RECORDED INFORMATION:
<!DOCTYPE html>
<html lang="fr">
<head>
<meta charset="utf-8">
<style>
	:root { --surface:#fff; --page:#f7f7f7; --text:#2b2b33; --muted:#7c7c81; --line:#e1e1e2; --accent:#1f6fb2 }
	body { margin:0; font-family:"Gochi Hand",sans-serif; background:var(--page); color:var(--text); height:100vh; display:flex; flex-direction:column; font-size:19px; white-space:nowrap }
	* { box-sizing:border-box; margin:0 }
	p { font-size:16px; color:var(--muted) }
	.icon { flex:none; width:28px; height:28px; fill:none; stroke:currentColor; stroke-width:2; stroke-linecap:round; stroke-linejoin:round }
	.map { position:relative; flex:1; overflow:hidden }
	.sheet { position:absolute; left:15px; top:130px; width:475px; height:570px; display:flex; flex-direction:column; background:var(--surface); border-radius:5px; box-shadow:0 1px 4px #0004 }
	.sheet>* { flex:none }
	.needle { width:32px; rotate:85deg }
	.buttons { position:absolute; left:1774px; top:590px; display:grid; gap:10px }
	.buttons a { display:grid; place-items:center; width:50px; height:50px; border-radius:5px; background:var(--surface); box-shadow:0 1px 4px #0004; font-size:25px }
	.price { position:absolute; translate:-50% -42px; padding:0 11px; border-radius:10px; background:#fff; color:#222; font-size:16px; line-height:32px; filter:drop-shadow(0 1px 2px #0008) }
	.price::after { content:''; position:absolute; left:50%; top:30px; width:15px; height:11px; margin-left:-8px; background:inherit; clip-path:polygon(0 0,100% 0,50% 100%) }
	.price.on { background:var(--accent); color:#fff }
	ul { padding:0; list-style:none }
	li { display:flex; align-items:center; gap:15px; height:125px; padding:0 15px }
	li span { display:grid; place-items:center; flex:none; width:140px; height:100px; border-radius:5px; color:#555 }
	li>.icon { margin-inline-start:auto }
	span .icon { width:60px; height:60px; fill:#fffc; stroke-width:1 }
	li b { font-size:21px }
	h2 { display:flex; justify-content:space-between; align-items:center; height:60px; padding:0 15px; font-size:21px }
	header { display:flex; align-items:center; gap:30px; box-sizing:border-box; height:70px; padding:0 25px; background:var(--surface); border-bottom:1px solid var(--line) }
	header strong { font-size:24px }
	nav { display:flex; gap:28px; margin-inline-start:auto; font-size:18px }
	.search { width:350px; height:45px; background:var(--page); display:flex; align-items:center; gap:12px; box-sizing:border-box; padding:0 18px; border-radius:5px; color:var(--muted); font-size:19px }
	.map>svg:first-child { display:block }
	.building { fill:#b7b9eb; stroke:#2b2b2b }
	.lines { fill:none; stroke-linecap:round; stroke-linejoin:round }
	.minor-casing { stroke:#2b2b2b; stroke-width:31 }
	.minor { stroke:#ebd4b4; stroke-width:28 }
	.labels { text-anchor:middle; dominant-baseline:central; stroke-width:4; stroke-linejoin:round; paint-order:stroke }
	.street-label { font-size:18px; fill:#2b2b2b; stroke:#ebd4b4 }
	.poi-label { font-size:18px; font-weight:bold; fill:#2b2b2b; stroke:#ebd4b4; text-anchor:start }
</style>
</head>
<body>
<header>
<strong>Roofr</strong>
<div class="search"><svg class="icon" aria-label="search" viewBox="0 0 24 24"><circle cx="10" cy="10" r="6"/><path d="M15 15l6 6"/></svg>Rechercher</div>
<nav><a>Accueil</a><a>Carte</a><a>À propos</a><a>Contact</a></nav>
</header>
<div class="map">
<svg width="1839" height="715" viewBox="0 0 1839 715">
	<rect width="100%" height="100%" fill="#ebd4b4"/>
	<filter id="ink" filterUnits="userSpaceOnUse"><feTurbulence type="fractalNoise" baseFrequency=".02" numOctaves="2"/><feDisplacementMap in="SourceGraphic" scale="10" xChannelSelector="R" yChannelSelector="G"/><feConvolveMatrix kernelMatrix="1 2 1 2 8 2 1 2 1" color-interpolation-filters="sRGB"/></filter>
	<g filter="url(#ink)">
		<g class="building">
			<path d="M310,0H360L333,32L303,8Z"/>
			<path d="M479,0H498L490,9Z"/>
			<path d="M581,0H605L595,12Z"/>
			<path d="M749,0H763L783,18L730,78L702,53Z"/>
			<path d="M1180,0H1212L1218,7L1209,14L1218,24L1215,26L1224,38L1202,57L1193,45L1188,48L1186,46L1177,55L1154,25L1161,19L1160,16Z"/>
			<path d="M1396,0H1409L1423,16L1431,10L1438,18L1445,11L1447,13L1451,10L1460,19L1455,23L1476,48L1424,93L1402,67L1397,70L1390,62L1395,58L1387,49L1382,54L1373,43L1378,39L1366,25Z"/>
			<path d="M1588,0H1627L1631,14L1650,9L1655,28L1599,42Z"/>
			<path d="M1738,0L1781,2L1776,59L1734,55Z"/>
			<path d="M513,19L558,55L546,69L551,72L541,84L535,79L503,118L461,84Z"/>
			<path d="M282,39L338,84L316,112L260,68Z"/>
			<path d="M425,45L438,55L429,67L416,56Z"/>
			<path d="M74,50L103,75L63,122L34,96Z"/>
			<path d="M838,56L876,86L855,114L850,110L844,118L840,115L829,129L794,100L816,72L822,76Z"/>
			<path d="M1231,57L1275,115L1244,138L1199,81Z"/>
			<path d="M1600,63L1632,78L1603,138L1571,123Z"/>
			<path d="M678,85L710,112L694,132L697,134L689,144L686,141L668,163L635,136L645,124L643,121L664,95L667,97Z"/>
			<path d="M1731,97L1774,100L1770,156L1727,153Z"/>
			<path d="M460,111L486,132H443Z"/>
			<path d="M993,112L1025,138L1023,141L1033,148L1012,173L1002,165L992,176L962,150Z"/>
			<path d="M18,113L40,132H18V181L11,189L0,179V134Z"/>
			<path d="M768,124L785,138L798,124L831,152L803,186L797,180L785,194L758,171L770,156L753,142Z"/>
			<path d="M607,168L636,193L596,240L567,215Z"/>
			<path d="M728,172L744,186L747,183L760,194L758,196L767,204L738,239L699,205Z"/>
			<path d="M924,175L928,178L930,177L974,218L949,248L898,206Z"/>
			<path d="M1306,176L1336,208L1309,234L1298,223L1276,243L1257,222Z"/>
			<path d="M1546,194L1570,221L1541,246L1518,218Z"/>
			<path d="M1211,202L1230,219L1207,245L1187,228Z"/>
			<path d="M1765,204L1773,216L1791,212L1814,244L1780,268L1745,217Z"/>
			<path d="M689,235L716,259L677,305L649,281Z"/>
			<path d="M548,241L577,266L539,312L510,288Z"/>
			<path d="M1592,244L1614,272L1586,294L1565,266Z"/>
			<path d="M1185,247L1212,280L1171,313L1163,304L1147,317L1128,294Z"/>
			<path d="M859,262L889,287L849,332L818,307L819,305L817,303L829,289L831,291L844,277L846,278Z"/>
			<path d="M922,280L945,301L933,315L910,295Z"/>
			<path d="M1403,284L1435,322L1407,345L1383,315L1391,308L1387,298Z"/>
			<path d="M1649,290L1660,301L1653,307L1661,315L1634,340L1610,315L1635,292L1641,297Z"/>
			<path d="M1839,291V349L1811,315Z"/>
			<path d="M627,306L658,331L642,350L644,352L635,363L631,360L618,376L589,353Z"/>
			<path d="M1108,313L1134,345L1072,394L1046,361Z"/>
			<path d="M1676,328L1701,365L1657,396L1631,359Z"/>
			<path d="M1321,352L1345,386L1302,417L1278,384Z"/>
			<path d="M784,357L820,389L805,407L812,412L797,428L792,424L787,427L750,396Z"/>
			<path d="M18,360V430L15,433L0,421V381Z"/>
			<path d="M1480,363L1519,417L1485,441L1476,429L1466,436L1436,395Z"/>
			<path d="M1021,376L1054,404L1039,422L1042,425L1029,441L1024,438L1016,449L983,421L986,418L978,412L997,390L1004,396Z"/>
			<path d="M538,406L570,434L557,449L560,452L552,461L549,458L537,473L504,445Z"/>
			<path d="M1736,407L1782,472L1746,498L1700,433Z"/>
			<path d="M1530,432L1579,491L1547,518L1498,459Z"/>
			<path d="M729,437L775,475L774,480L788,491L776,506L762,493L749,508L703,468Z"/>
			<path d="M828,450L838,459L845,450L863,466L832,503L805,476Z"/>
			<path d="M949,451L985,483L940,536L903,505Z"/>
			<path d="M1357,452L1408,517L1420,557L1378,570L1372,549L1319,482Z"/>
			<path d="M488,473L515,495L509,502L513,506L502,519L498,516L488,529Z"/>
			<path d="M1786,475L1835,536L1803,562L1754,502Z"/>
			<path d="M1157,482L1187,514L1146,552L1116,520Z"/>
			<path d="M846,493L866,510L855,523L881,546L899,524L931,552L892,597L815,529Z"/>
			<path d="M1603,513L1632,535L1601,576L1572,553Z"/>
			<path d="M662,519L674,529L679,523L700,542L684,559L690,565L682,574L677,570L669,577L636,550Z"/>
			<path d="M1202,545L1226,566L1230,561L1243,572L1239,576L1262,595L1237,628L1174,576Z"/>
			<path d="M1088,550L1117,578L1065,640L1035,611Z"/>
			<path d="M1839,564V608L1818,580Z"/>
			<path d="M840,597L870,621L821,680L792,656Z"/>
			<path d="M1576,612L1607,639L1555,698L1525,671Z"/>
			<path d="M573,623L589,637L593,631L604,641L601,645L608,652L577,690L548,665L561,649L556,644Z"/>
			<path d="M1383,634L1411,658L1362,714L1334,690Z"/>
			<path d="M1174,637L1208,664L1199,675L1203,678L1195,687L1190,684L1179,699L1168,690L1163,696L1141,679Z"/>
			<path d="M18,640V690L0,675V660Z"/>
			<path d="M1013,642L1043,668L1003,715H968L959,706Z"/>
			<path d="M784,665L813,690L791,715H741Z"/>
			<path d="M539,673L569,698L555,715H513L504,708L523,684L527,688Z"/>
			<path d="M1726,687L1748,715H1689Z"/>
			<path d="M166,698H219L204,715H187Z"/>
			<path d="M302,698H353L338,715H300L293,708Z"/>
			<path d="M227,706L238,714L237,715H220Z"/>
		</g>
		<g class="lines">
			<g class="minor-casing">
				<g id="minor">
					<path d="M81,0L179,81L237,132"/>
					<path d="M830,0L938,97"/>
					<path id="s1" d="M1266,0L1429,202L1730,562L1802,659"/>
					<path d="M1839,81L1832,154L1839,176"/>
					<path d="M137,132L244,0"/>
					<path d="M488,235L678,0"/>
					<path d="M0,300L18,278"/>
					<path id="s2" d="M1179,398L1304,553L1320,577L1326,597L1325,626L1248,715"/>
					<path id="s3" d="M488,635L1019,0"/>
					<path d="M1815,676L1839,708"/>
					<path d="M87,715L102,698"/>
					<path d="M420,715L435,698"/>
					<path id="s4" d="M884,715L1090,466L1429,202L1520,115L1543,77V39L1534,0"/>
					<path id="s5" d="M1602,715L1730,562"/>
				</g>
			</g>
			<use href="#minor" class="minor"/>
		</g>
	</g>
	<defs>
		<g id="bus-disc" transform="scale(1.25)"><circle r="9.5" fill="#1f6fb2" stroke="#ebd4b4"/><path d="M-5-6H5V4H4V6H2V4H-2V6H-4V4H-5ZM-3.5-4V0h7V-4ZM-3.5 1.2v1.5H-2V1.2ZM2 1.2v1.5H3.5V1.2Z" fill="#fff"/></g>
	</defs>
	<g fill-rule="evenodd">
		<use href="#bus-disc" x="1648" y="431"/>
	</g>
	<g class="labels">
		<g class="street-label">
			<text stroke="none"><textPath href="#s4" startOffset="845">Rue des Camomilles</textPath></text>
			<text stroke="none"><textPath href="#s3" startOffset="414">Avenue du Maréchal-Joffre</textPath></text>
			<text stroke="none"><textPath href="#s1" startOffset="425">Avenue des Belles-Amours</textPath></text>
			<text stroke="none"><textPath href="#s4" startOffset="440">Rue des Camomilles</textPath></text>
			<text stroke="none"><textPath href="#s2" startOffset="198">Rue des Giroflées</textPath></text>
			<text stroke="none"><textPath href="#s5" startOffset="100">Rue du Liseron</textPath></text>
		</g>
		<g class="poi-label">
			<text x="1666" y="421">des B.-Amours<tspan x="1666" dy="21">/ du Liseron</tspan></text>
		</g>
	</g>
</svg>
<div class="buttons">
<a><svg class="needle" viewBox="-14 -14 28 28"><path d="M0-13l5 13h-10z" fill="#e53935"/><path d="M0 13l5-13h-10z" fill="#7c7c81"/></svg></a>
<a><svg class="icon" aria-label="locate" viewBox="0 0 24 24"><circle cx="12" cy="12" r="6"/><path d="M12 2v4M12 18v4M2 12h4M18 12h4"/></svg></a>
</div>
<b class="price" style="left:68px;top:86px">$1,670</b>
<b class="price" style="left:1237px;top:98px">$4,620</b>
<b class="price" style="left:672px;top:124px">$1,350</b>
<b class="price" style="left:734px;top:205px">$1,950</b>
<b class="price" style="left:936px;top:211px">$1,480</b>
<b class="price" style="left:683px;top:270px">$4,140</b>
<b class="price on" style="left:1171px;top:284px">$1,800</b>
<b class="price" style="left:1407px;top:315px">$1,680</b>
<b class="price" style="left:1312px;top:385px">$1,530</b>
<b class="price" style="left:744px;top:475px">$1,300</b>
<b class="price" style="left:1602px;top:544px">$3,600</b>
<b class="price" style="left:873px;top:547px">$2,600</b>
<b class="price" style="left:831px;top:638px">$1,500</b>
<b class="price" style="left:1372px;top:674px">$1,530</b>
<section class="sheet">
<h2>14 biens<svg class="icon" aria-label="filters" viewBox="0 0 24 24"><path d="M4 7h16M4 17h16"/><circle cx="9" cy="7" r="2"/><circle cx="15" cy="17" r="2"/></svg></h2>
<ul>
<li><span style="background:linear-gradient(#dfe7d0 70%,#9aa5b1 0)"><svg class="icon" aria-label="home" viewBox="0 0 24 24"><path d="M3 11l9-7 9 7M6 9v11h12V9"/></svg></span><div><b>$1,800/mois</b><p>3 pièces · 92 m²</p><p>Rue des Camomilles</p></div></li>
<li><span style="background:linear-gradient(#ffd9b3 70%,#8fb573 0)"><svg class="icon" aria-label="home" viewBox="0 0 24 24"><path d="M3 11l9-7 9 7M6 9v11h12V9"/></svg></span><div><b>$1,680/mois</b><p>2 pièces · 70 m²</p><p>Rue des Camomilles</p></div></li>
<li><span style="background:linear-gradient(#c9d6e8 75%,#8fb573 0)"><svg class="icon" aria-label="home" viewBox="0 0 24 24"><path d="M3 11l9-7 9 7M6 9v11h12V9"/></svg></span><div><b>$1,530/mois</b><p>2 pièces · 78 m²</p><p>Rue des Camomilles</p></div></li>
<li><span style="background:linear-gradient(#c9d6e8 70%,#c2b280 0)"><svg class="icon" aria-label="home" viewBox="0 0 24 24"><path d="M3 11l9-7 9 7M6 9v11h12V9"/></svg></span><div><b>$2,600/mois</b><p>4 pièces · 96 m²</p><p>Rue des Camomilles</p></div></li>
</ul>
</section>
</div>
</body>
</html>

WORK REQUIRED: The expected result is every line above containing the string "buttons".

COMPLETED TASK:
	.buttons { position:absolute; left:1774px; top:590px; display:grid; gap:10px }
	.buttons a { display:grid; place-items:center; width:50px; height:50px; border-radius:5px; background:var(--surface); box-shadow:0 1px 4px #0004; font-size:25px }
<div class="buttons">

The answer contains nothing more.